Interestingly, Windows 10 contains a default entry for chrome.exe with MaxLoaderThreads set to 1 to disable parallel loading.

Figure 1: Querying the IFEO registry key for MaxLoaderThreads

The initial thread in the process executing ntdll!LdrInitializeThunk will be referred to as the master thread. Threads created by the master thread in the thread pool will be referred to as worker threads.

ntdll!LdrpInitParallelLoadingSupport and ntdll!LdrpCreateLoaderEvents are called to initialize the following structures:

• ntdll!LdrpWorkQueue (LIST_ENTRY)
• ntdll!LdrpWorkQueueTail (LIST_ENTRY)
• ntdll!LdrpWorkQueueLock (CRITICAL_SECTION)
• ntdll!LdrpRetryQueue (LIST_ENTRY)
• ntdll!LdrpRetryQueueTail (LIST_ENTRY)
• ntdll!LdrpLoadCompleteEvent (HANDLE)
• ntdll!LdrpWorkCompleteEvent (HANDLE)

Figure 2: Initializing the work queue structures

Figure 3: Creating the synchronization events

After ntdll loads kernel32.dll and kernelbase.dll are loaded, ntdll!LdrpEnableParallelLoading is called to set up the necessary events and worker pool. One interesting thing to note is that kernel32.dll and kernelbase.dll are loaded even if the process does not require it.

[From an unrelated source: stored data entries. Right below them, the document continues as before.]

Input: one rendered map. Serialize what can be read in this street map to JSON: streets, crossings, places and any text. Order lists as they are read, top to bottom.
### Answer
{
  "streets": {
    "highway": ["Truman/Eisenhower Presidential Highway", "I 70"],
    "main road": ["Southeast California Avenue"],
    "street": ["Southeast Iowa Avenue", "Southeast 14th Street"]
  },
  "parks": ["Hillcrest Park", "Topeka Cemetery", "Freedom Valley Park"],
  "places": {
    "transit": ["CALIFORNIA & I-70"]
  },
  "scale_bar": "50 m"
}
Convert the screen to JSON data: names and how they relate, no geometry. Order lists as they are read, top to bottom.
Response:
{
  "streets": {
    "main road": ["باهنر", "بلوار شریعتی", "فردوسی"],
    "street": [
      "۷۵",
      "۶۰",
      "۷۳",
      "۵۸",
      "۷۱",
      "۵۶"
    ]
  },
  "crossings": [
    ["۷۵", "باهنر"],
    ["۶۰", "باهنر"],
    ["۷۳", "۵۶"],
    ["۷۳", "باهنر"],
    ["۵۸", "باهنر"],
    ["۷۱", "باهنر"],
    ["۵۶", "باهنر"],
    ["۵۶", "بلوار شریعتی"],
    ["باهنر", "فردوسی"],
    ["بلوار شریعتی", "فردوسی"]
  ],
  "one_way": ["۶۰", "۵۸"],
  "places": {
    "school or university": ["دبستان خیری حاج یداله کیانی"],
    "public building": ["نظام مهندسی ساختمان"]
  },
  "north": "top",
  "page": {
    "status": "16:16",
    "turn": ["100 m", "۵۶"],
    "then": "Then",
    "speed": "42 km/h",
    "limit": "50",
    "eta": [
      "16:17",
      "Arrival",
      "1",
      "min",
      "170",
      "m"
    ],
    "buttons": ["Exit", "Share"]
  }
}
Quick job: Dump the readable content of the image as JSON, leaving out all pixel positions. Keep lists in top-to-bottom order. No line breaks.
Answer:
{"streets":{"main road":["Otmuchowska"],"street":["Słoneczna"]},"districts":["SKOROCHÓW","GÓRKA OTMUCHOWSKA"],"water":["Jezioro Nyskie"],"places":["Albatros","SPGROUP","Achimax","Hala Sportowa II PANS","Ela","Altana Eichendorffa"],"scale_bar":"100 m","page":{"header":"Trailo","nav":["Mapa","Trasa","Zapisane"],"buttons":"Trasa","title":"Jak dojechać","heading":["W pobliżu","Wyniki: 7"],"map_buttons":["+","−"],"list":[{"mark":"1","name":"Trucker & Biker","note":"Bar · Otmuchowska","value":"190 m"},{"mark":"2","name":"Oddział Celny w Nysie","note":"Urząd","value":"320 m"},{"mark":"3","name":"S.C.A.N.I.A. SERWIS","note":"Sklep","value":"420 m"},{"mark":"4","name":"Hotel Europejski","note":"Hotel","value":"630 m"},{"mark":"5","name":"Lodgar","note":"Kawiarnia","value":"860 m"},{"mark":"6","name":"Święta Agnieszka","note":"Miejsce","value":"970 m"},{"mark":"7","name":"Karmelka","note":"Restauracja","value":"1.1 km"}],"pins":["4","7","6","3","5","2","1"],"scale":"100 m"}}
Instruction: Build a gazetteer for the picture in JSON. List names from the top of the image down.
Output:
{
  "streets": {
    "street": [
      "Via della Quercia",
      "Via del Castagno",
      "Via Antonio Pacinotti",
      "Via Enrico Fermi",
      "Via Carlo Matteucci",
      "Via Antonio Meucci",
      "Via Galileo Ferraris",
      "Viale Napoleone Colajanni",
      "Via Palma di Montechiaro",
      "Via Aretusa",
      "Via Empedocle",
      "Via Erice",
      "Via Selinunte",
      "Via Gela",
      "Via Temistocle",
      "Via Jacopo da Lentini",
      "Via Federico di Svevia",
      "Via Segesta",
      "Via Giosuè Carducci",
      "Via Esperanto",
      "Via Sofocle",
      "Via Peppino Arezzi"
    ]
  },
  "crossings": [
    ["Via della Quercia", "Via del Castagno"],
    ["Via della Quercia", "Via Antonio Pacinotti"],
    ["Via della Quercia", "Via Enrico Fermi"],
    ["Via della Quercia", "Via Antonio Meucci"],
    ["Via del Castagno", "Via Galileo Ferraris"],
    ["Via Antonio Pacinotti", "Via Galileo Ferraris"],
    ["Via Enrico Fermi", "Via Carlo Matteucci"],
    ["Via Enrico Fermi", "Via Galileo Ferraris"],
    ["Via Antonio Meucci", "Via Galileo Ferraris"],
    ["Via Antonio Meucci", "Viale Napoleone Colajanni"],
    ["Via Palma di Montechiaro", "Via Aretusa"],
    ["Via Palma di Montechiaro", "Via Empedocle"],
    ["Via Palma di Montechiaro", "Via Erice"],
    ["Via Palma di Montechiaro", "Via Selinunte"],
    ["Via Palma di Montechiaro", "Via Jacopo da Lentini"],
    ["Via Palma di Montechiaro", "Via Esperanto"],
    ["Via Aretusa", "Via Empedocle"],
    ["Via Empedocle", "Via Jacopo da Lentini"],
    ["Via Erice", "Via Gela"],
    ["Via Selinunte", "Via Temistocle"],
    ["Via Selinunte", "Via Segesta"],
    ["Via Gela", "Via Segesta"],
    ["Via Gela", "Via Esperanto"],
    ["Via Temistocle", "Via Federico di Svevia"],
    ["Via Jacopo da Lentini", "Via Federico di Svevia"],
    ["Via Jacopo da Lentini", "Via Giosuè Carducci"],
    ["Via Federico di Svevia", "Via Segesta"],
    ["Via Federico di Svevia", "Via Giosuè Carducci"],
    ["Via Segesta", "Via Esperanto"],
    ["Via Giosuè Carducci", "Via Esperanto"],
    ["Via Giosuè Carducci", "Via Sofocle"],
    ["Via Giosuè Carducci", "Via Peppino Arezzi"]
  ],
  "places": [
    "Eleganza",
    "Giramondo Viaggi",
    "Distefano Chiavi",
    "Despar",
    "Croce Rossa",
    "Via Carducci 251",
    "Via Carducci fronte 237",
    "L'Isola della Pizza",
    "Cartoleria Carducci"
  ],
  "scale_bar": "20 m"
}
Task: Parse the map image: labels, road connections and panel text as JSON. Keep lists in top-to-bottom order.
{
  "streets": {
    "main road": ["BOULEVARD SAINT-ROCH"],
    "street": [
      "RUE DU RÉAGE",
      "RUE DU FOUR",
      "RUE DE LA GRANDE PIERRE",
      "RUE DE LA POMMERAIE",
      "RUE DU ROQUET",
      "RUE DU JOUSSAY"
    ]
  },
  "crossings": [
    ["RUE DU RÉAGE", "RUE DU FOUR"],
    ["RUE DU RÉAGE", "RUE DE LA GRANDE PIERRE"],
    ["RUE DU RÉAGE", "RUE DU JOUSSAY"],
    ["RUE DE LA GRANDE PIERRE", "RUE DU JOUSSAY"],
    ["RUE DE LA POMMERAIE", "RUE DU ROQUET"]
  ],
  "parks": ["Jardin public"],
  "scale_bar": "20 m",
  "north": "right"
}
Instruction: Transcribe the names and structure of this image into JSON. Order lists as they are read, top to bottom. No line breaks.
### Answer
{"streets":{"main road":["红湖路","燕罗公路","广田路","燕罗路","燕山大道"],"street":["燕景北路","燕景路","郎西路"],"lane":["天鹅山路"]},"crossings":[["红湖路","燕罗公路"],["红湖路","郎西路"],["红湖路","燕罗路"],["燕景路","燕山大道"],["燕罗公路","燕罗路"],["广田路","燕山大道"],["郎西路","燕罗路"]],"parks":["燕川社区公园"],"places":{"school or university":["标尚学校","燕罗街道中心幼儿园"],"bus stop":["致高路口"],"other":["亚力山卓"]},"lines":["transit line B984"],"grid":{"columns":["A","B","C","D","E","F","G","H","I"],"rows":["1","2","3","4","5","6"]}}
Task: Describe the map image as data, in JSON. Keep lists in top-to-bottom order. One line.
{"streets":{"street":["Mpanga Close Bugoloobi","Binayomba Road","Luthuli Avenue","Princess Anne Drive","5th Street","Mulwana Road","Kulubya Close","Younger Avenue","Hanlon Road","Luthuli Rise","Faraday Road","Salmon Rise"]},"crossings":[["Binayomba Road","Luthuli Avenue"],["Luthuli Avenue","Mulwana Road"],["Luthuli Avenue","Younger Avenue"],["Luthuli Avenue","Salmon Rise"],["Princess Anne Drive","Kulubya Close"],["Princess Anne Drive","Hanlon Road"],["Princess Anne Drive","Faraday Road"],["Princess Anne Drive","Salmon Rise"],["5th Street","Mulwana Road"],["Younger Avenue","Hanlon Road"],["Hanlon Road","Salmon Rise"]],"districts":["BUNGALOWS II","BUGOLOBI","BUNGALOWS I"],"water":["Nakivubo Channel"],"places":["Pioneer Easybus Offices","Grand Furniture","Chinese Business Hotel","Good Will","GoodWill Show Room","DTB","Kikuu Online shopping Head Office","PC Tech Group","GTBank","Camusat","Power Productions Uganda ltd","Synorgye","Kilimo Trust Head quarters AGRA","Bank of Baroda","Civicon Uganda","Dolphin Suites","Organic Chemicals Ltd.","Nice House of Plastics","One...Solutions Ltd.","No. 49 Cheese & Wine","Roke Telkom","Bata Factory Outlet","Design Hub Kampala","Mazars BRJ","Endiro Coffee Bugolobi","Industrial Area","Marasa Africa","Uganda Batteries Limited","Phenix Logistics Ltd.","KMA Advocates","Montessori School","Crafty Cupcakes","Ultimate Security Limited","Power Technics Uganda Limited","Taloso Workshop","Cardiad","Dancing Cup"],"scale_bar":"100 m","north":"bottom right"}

How Windows 10 Mitigates Parallel Loading Hazards

There are a lot of hazards when it comes to parallel loading and code hooking. In order to mitigate against corrupting memory or compatibility issues, Windows detects if a process is hooked before enabling parallel loading.

ntdll!LdrpEnableParallelLoading calls ntdll!LdrpDetectDetour to determine if the process being hooked. If a hook is detected, ntdll!LdrpDetourExist is set to true and the thread pool is drained and released.

Hooks are detected by examining the first 16 bytes of the functions defined in ntdll!LdrpCriticalLoaderFunctions:

• ntdll!NtOpenFile
• ntdll!NtCreateSection
• ntdll!ZqQueryAttributes
• ntdll!NtOpenSection
• ntdll!ZwMapViewOfSection

The first 16 bytes of these functions are compared to ntdll!LdrpThunkSignature.

This data is an array of the first 16 bytes of each function copied by ntdll!LdrpCaptureCriticalThunks which is called near the start of ntdll!LdrpInitializeProcess.

ntdll!LdrpEnableParallelLoading validates the number of worker threads to be between [1, 16] and creates a thread pool with one less than LoaderThreadsworkers threads since the master thread will also perform the work of loading DLLs. If LoaderThreads is 0, it will be set to the default value of 4; if the LoaderThreads is larger than 16, it is set to the max value of 16.

The worker thread idle timeout is set to 30 seconds. Programs which execute in less than 30 seconds will appear to hang due to ntdll!TppWorkerThreadwaiting for the idle timeout before the process terminates.

Figure 4: Creating the thread pool

ntdll!LdrpWorkCallback is registered as the thread pool work callback function. When work is available, the worker thread will call ntdll!LdrpWorkCallback which calls ntdll!LdrpProcessWork.

The thread will either map (ntdll!LdrpMapDllSearchPath or ntdll!LdrpMapDllFullPath) a DLL or snap (ntdll!LdrpSnapModule) a DLL based on the value _LDR_DDAG_NODE.State.

Mapping is the process of loading a file from disk into memory. Snapping is the process of resolving the library’s import address table.

At the end of every mapping procedure, ntdll!LdrpSignalModuleMapped is called which will queue the snap action by calling ntdll!LdrpQueueWork.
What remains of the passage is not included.